**ABOUT THIS TASK**
Return every entry below word for word and leave out any picture.

Collected data entries
────────────────────────────────────────

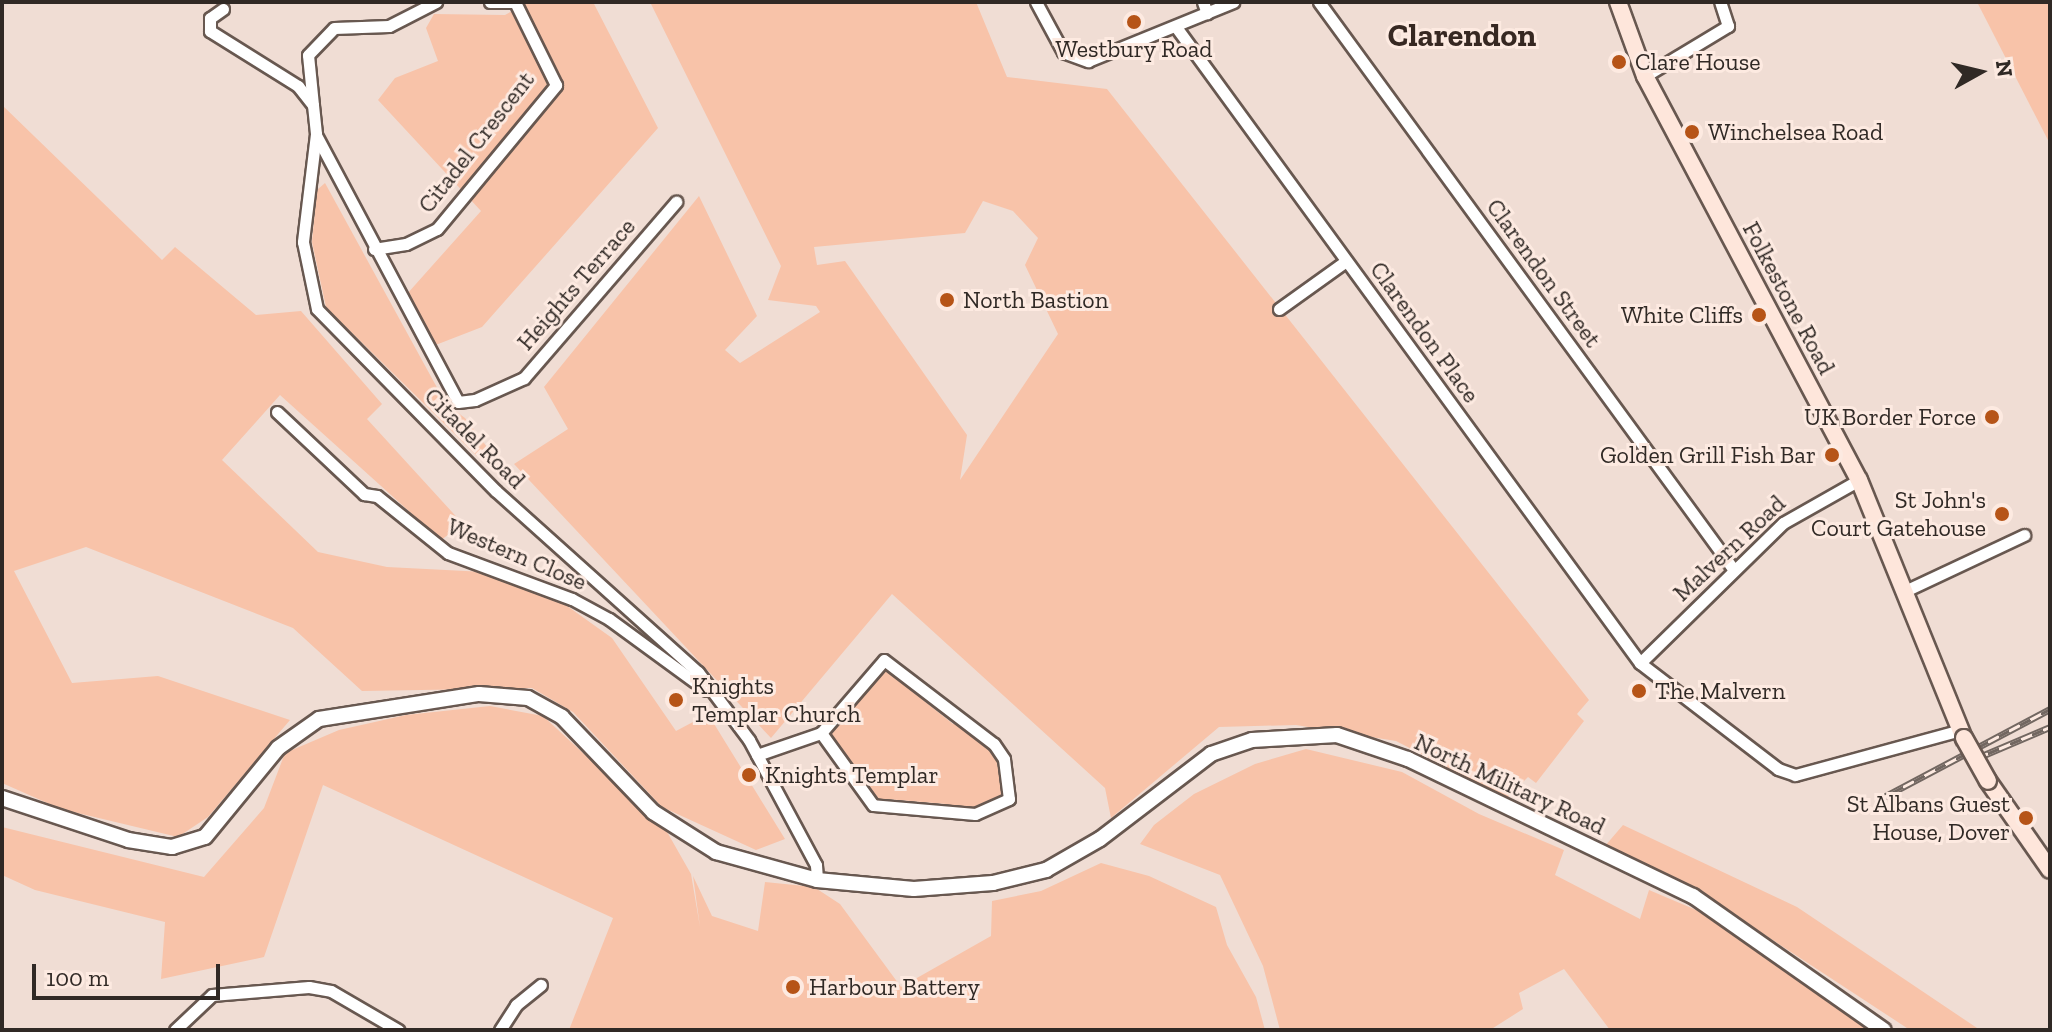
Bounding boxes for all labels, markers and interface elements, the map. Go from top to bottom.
marker: Westbury Road [1125,13,1143,31]
district label: Clarendon [1388,16,1536,54]
north arrow [1940,32,2020,112]
place label: Westbury Road [1055,35,1213,63]
place label: Clare House [1635,48,1760,76]
marker: Clare House [1610,53,1628,71]
text: N [1990,58,2019,79]
street label: Citadel Crescent [412,66,540,218]
place label: Winchelsea Road [1708,118,1883,146]
marker: Winchelsea Road [1683,123,1701,141]
street label: Clarendon Street [1480,193,1608,353]
street label: Heights Terrace [511,212,641,356]
street label: Folkestone Road [1737,217,1841,379]
street label: Clarendon Place [1364,256,1486,408]
place label: North Bastion [963,286,1109,314]
marker: North Bastion [938,291,956,309]
place label: White Cliffs [1621,301,1743,329]
marker: White Cliffs [1750,306,1768,324]
street label: Citadel Road [419,382,531,494]
place label: UK Border Force [1803,403,1976,431]
marker: UK Border Force [1983,408,2001,426]
place label: Golden Grill Fish Bar [1600,441,1816,469]
marker: Golden Grill Fish Bar [1823,446,1841,464]
place label: St John's Court Gatehouse [1811,486,1986,542]
street label: Malvern Road [1667,489,1791,607]
marker: St John's Court Gatehouse [1993,505,2011,523]
street label: Western Close [443,512,591,596]
place label: Knights Templar Church [692,672,861,728]
place label: The Malvern [1655,677,1786,705]
marker: The Malvern [1630,682,1648,700]
marker: Knights Templar Church [667,691,685,709]
street label: North Military Road [1410,727,1610,841]
place label: Knights Templar [765,761,939,789]
marker: Knights Templar [740,766,758,784]
place label: St Albans Guest House, Dover [1846,790,2010,846]
marker: St Albans Guest House, Dover [2017,809,2035,827]
scale bar [36,948,224,998]
text: 100 m [46,963,109,992]
place label: Harbour Battery [809,973,980,1001]
marker: Harbour Battery [784,978,802,996]

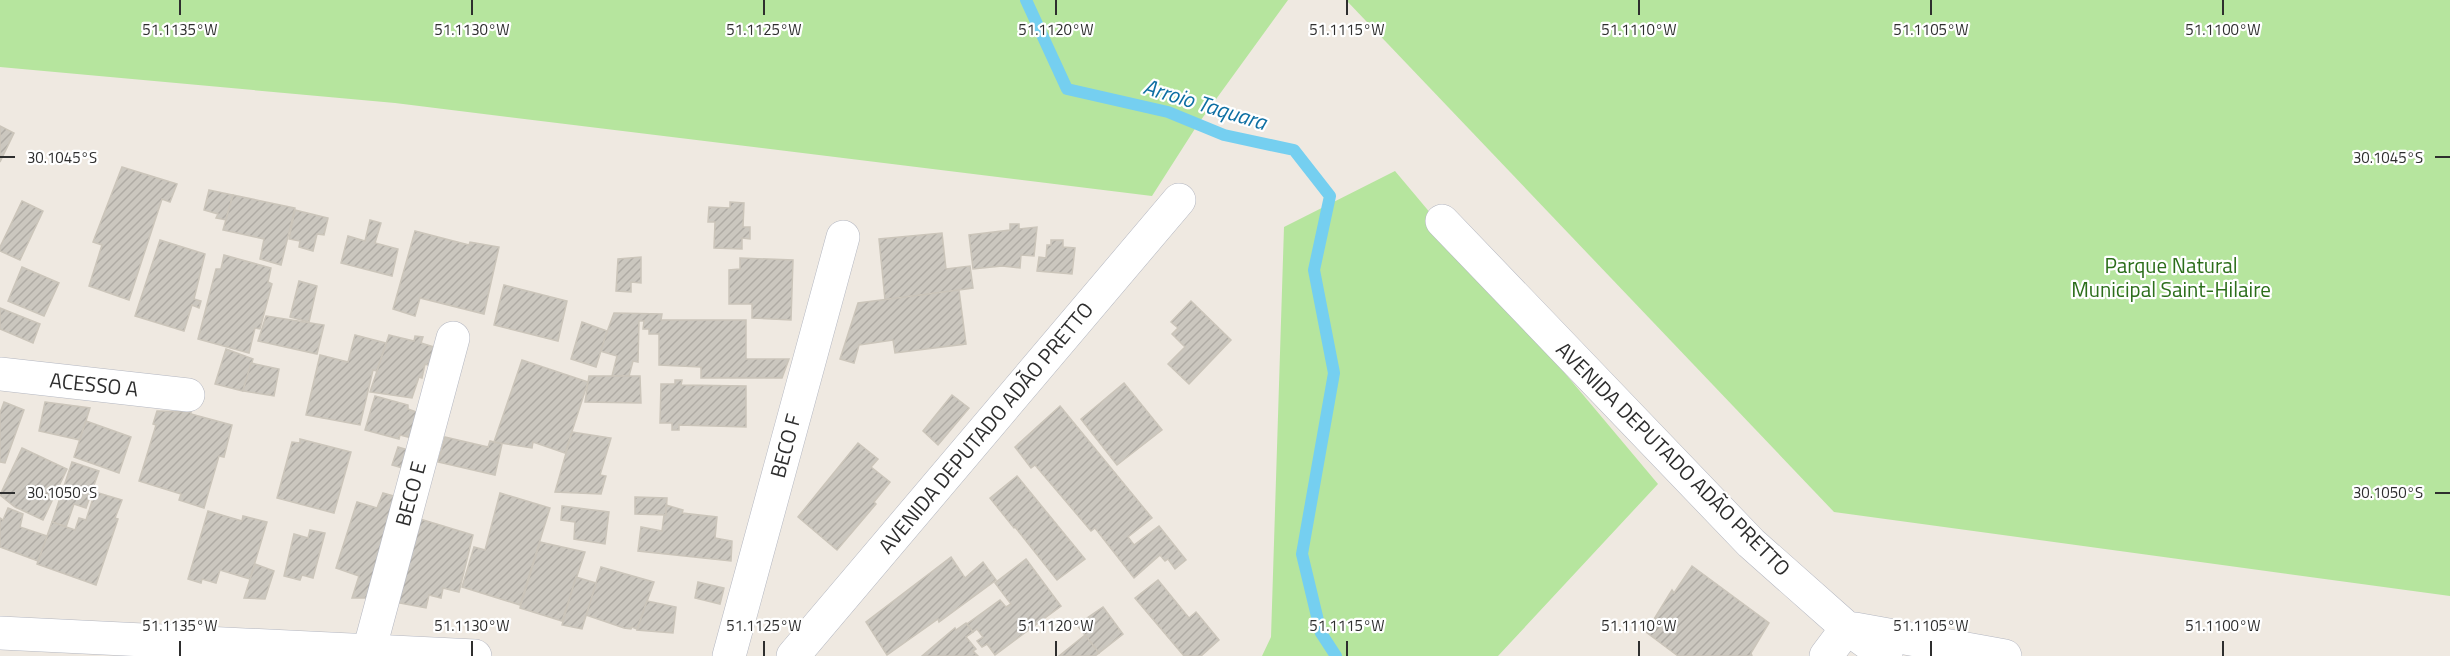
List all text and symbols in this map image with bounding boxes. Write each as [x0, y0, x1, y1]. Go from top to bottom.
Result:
text: 51.1135°W [142, 18, 218, 41]
text: 51.1130°W [434, 18, 510, 41]
text: 51.1125°W [726, 18, 802, 41]
text: 51.1120°W [1018, 18, 1094, 41]
text: 51.1115°W [1309, 18, 1385, 41]
text: 51.1110°W [1601, 18, 1677, 41]
text: 51.1105°W [1893, 18, 1969, 41]
text: 51.1100°W [2185, 18, 2261, 41]
water label: Arroio Taquara [1139, 69, 1273, 139]
text: 30.1045°S [27, 146, 97, 169]
text: 30.1045°S [2353, 146, 2423, 169]
park label: Parque Natural Municipal Saint-Hilaire [2071, 249, 2271, 305]
street label: AVENIDA DEPUTADO ADÃO PRETTO [870, 294, 1100, 560]
street label: AVENIDA DEPUTADO ADÃO PRETTO [1549, 334, 1798, 583]
street label: ACESSO A [48, 363, 141, 405]
street label: BECO F [761, 410, 809, 481]
street label: BECO E [386, 458, 434, 530]
text: 30.1050°S [27, 481, 97, 504]
text: 30.1050°S [2353, 481, 2423, 504]
text: 51.1135°W [142, 614, 218, 637]
text: 51.1130°W [434, 614, 510, 637]
text: 51.1125°W [726, 614, 802, 637]
text: 51.1120°W [1018, 614, 1094, 637]
text: 51.1115°W [1309, 614, 1385, 637]
text: 51.1110°W [1601, 614, 1677, 637]
text: 51.1105°W [1893, 614, 1969, 637]
text: 51.1100°W [2185, 614, 2261, 637]

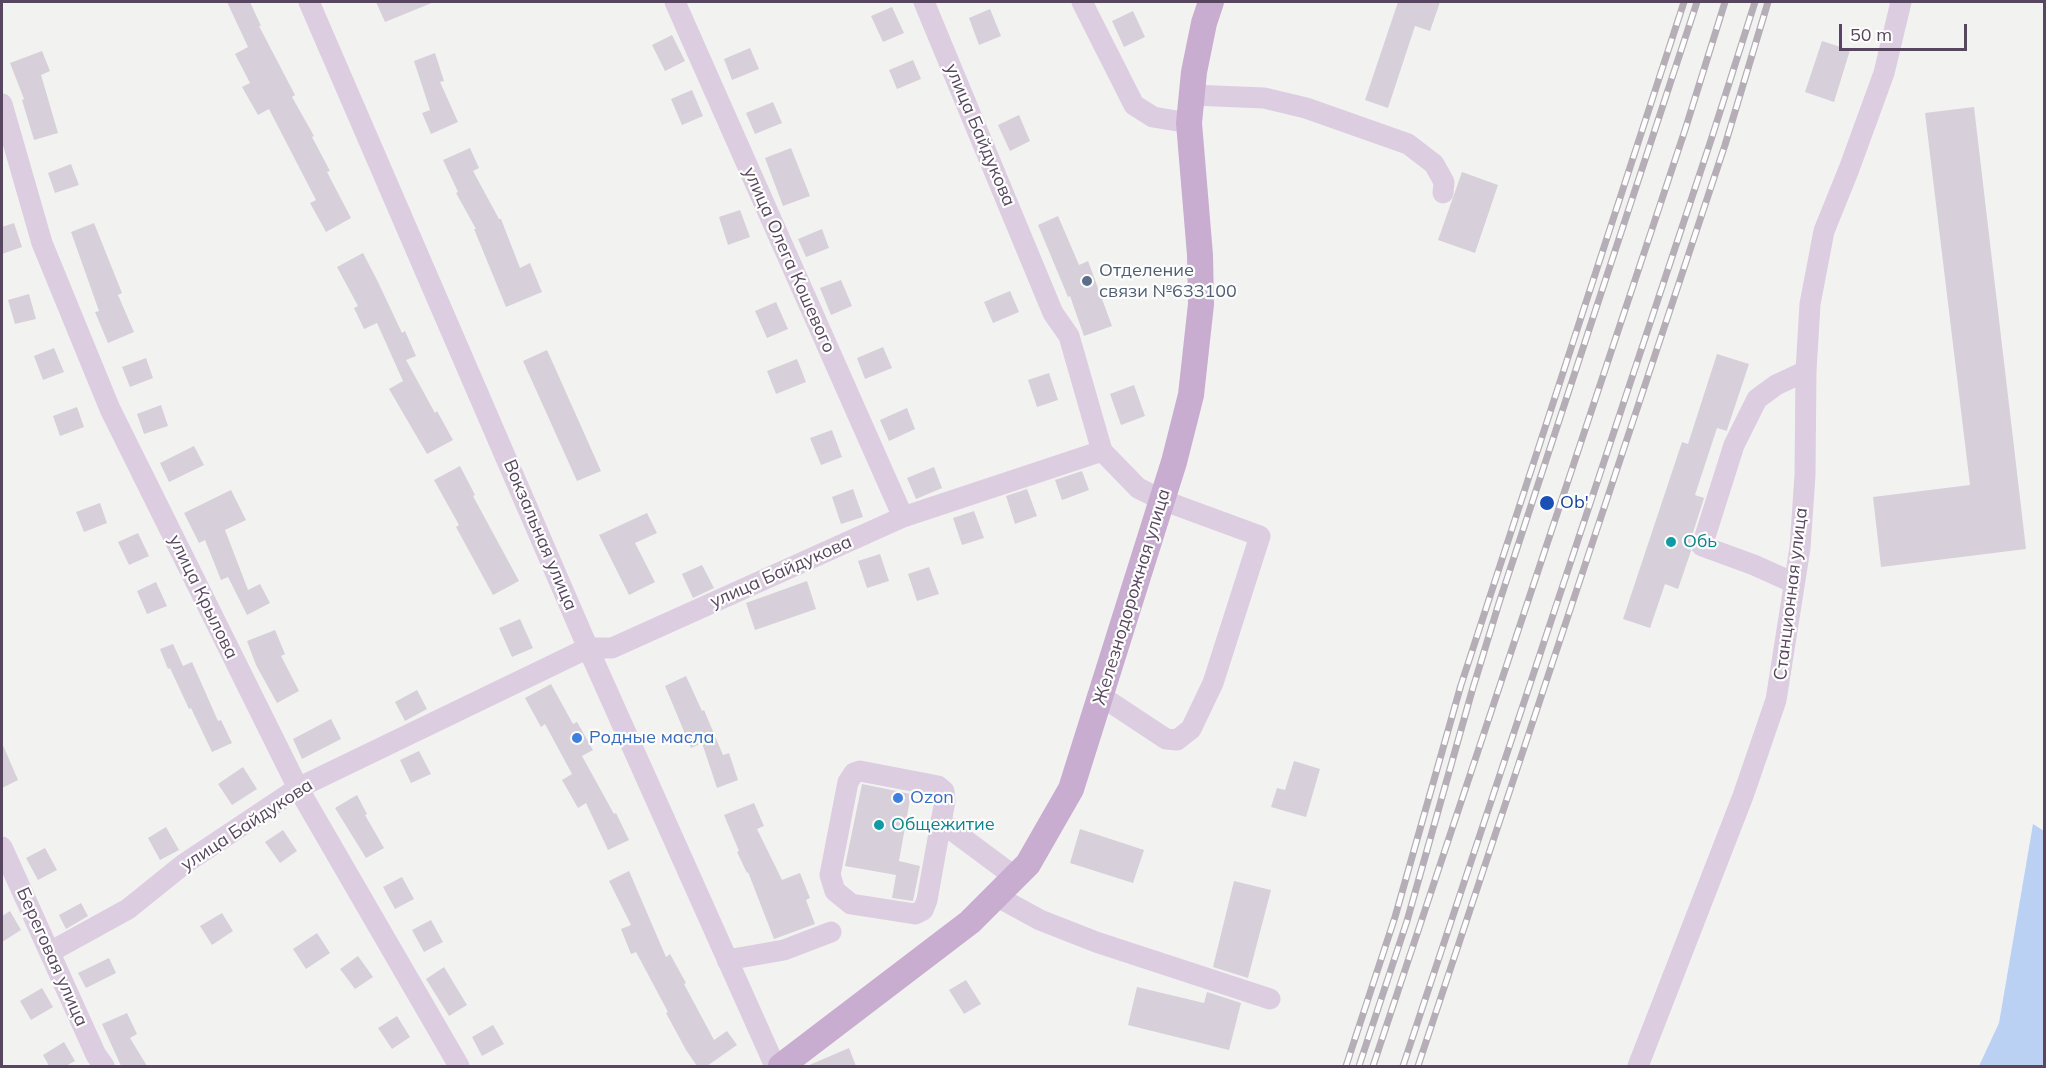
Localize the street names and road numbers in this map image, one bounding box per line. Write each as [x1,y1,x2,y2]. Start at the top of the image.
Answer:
street label: улица Байдукова [940,60,1020,210]
street label: улица Олега Кошевого [738,164,840,356]
street label: Вокзальная улица [498,456,582,614]
street label: Железнодорожная улица [1089,486,1175,708]
street label: Станционная улица [1770,506,1812,682]
street label: улица Крылова [164,531,242,663]
street label: улица Байдукова [707,531,855,613]
street label: улица Байдукова [177,774,317,876]
street label: Береговая улица [12,884,92,1030]

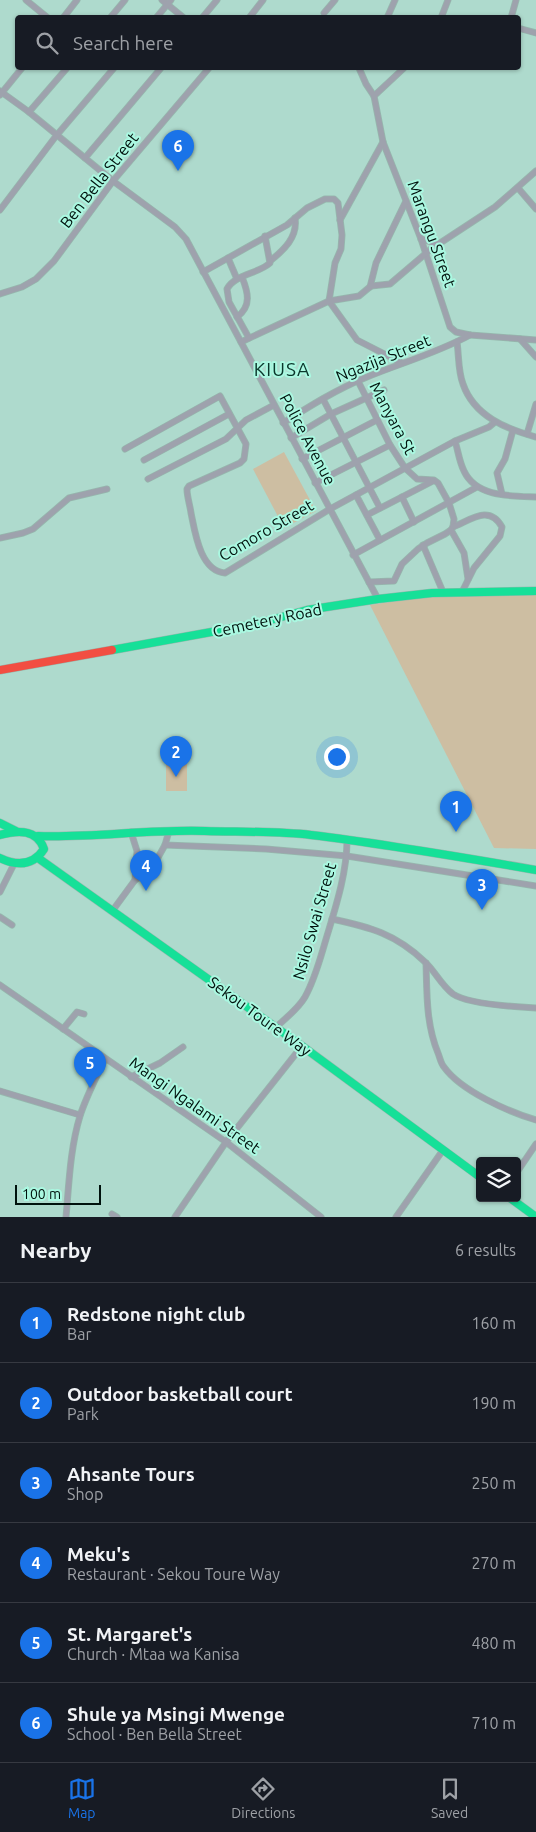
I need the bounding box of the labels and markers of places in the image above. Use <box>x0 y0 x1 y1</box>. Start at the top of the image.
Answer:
pin: 6 <box>162 130 194 171</box>
pin: 2 <box>160 736 192 777</box>
pin: 1 <box>440 791 472 832</box>
pin: 4 <box>130 850 162 891</box>
pin: 3 <box>466 869 498 910</box>
pin: 5 <box>74 1047 106 1088</box>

────────────────────────────────────────

**EXPECTED ANSWER**
Bounding boxes for all labels, markers and interface elements, the map. Go from top to bottom.
marker: Westbury Road [1125,13,1143,31]
district label: Clarendon [1388,16,1536,54]
north arrow [1940,32,2020,112]
place label: Westbury Road [1055,35,1213,63]
place label: Clare House [1635,48,1760,76]
marker: Clare House [1610,53,1628,71]
text: N [1990,58,2019,79]
street label: Citadel Crescent [412,66,540,218]
place label: Winchelsea Road [1708,118,1883,146]
marker: Winchelsea Road [1683,123,1701,141]
street label: Clarendon Street [1480,193,1608,353]
street label: Heights Terrace [511,212,641,356]
street label: Folkestone Road [1737,217,1841,379]
street label: Clarendon Place [1364,256,1486,408]
place label: North Bastion [963,286,1109,314]
marker: North Bastion [938,291,956,309]
place label: White Cliffs [1621,301,1743,329]
marker: White Cliffs [1750,306,1768,324]
street label: Citadel Road [419,382,531,494]
place label: UK Border Force [1803,403,1976,431]
marker: UK Border Force [1983,408,2001,426]
place label: Golden Grill Fish Bar [1600,441,1816,469]
marker: Golden Grill Fish Bar [1823,446,1841,464]
place label: St John's Court Gatehouse [1811,486,1986,542]
street label: Malvern Road [1667,489,1791,607]
marker: St John's Court Gatehouse [1993,505,2011,523]
street label: Western Close [443,512,591,596]
place label: Knights Templar Church [692,672,861,728]
place label: The Malvern [1655,677,1786,705]
marker: The Malvern [1630,682,1648,700]
marker: Knights Templar Church [667,691,685,709]
street label: North Military Road [1410,727,1610,841]
place label: Knights Templar [765,761,939,789]
marker: Knights Templar [740,766,758,784]
place label: St Albans Guest House, Dover [1846,790,2010,846]
marker: St Albans Guest House, Dover [2017,809,2035,827]
scale bar [36,948,224,998]
text: 100 m [46,963,109,992]
place label: Harbour Battery [809,973,980,1001]
marker: Harbour Battery [784,978,802,996]

List all text and symbols in this map image with bounding boxes. Write each as [x0, y0, x1, y1]. Go from top to bottom.
Result:
text: 51.1135°W [142, 18, 218, 41]
text: 51.1130°W [434, 18, 510, 41]
text: 51.1125°W [726, 18, 802, 41]
text: 51.1120°W [1018, 18, 1094, 41]
text: 51.1115°W [1309, 18, 1385, 41]
text: 51.1110°W [1601, 18, 1677, 41]
text: 51.1105°W [1893, 18, 1969, 41]
text: 51.1100°W [2185, 18, 2261, 41]
water label: Arroio Taquara [1139, 69, 1273, 139]
text: 30.1045°S [27, 146, 97, 169]
text: 30.1045°S [2353, 146, 2423, 169]
park label: Parque Natural Municipal Saint-Hilaire [2071, 249, 2271, 305]
street label: AVENIDA DEPUTADO ADÃO PRETTO [870, 294, 1100, 560]
street label: AVENIDA DEPUTADO ADÃO PRETTO [1549, 334, 1798, 583]
street label: ACESSO A [48, 363, 141, 405]
street label: BECO F [761, 410, 809, 481]
street label: BECO E [386, 458, 434, 530]
text: 30.1050°S [27, 481, 97, 504]
text: 30.1050°S [2353, 481, 2423, 504]
text: 51.1135°W [142, 614, 218, 637]
text: 51.1130°W [434, 614, 510, 637]
text: 51.1125°W [726, 614, 802, 637]
text: 51.1120°W [1018, 614, 1094, 637]
text: 51.1115°W [1309, 614, 1385, 637]
text: 51.1110°W [1601, 614, 1677, 637]
text: 51.1105°W [1893, 614, 1969, 637]
text: 51.1100°W [2185, 614, 2261, 637]

Localize the street names and road numbers in this map image, one bounding box per line. Write each as [x1,y1,x2,y2]. Start at the top of the image.
Answer:
street label: улица Байдукова [940,60,1020,210]
street label: улица Олега Кошевого [738,164,840,356]
street label: Вокзальная улица [498,456,582,614]
street label: Железнодорожная улица [1089,486,1175,708]
street label: Станционная улица [1770,506,1812,682]
street label: улица Крылова [164,531,242,663]
street label: улица Байдукова [707,531,855,613]
street label: улица Байдукова [177,774,317,876]
street label: Береговая улица [12,884,92,1030]

I need the bounding box of the labels and markers of places in the image above. Use <box>x0 y0 x1 y1</box>. Start at the top of the image.
Answer:
pin: 6 <box>162 130 194 171</box>
pin: 2 <box>160 736 192 777</box>
pin: 1 <box>440 791 472 832</box>
pin: 4 <box>130 850 162 891</box>
pin: 3 <box>466 869 498 910</box>
pin: 5 <box>74 1047 106 1088</box>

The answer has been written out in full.